This week is DrupalCon Prague, and although I’m not at this event, I’d like to write about some my experiences at DrupalCon - in particular about being a contribution mentor.
My first DrupalCon
The first DrupalCon that I attended was in 2013, also in Prague.
I was enjoying the session days when I stopped at the mentoring table to find out more about the contribution sprints that were happening on the Friday.
I didn’t have any commits in Drupal core but had already worked on and released some of my own contributed modules, so I was familiar with the tools and the Drupal.org contribution workflow.

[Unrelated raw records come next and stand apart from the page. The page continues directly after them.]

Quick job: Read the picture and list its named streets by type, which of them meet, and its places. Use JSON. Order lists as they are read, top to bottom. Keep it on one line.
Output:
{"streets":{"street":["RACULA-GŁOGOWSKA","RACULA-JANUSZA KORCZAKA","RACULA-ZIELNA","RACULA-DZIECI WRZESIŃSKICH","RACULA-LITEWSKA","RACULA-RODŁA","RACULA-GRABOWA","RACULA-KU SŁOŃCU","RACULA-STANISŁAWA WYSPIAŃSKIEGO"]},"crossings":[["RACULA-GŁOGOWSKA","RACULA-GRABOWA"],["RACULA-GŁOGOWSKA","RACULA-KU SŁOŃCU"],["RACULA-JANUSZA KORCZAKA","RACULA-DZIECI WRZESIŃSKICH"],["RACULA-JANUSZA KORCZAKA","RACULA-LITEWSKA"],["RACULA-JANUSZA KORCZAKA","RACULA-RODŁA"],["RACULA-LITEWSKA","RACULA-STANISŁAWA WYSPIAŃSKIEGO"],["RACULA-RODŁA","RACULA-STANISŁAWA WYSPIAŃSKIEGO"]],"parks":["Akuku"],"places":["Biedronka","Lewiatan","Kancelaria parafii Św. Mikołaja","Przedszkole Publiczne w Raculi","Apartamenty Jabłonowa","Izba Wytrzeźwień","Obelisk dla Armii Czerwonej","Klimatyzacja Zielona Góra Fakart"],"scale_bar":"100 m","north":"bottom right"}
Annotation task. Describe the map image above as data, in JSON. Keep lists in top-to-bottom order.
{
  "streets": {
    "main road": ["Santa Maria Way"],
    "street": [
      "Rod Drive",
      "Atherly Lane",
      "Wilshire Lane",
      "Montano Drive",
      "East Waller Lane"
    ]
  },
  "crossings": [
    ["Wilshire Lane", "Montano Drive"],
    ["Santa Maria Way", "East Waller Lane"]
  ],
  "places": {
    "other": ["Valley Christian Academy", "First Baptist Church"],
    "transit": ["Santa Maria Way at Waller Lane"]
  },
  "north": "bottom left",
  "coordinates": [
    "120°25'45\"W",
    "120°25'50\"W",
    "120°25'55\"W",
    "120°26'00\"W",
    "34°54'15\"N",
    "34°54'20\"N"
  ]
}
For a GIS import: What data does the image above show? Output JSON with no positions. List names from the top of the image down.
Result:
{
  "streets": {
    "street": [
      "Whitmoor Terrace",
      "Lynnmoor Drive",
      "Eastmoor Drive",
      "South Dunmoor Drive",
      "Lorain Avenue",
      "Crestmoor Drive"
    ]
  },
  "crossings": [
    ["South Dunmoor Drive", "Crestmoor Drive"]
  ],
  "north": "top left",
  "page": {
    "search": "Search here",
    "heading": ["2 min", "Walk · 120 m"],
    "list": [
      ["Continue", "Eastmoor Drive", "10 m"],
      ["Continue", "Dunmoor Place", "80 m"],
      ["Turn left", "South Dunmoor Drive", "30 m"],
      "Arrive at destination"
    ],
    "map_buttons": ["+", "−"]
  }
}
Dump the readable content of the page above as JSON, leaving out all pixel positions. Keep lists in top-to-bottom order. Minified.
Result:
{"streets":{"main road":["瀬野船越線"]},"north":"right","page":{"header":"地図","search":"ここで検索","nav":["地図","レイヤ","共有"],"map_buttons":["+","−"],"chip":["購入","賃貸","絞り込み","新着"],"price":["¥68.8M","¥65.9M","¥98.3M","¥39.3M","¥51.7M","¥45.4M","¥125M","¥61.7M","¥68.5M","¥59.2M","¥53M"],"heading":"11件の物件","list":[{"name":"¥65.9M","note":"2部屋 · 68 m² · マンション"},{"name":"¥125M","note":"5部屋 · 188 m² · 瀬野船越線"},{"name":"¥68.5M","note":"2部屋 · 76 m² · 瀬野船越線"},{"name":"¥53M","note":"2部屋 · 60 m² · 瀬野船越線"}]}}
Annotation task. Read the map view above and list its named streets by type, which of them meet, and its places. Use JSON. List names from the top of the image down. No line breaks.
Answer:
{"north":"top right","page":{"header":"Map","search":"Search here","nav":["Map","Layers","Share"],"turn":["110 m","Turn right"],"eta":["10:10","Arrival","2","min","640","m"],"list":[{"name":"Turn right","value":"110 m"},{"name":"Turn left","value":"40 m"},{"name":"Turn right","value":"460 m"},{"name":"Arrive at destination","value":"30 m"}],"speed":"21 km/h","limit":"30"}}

In short, I was signed up to be a mentor during the sprints.
I remember being involved in the preparation too, sitting in a hotel lobby, identifying potential issues for new contributors to work on, alongside people who I’d previously interacted with in the issue queues on Drupal.org.
On the day, I helped new contributors get their local environments up and running, select issues to work on, and perform tasks like creating and re-rolling patch files and submitting them for review.
One of my highlights at the end of the day was the live commit, when a patch that a new contributor had worked on that day was committed to Drupal core live on stage!
Whenever I’ve attended DrupalCon events since, I’ve always volunteered to be a contribution mentor, as well as mentoring and organising sprints at other Drupal events.
The Five Year Issue
One of the most memorable times mentoring was whilst working with a group of contributors at DrupalCon in May 2015.
Someone was working on a Drupal core issue that was very similar to one that I’d looked at a few years before.
We focused on the original issue that I’d commented on, reviewed, tested, and re-rolled the patch, fixed a failing test, and marked it as “reviewed and tested by the community”.
A few days after the conference, and just over five years after my original comment, the patch was committed - giving my contributors their first commits to Drupal 8 core, and also one of mine.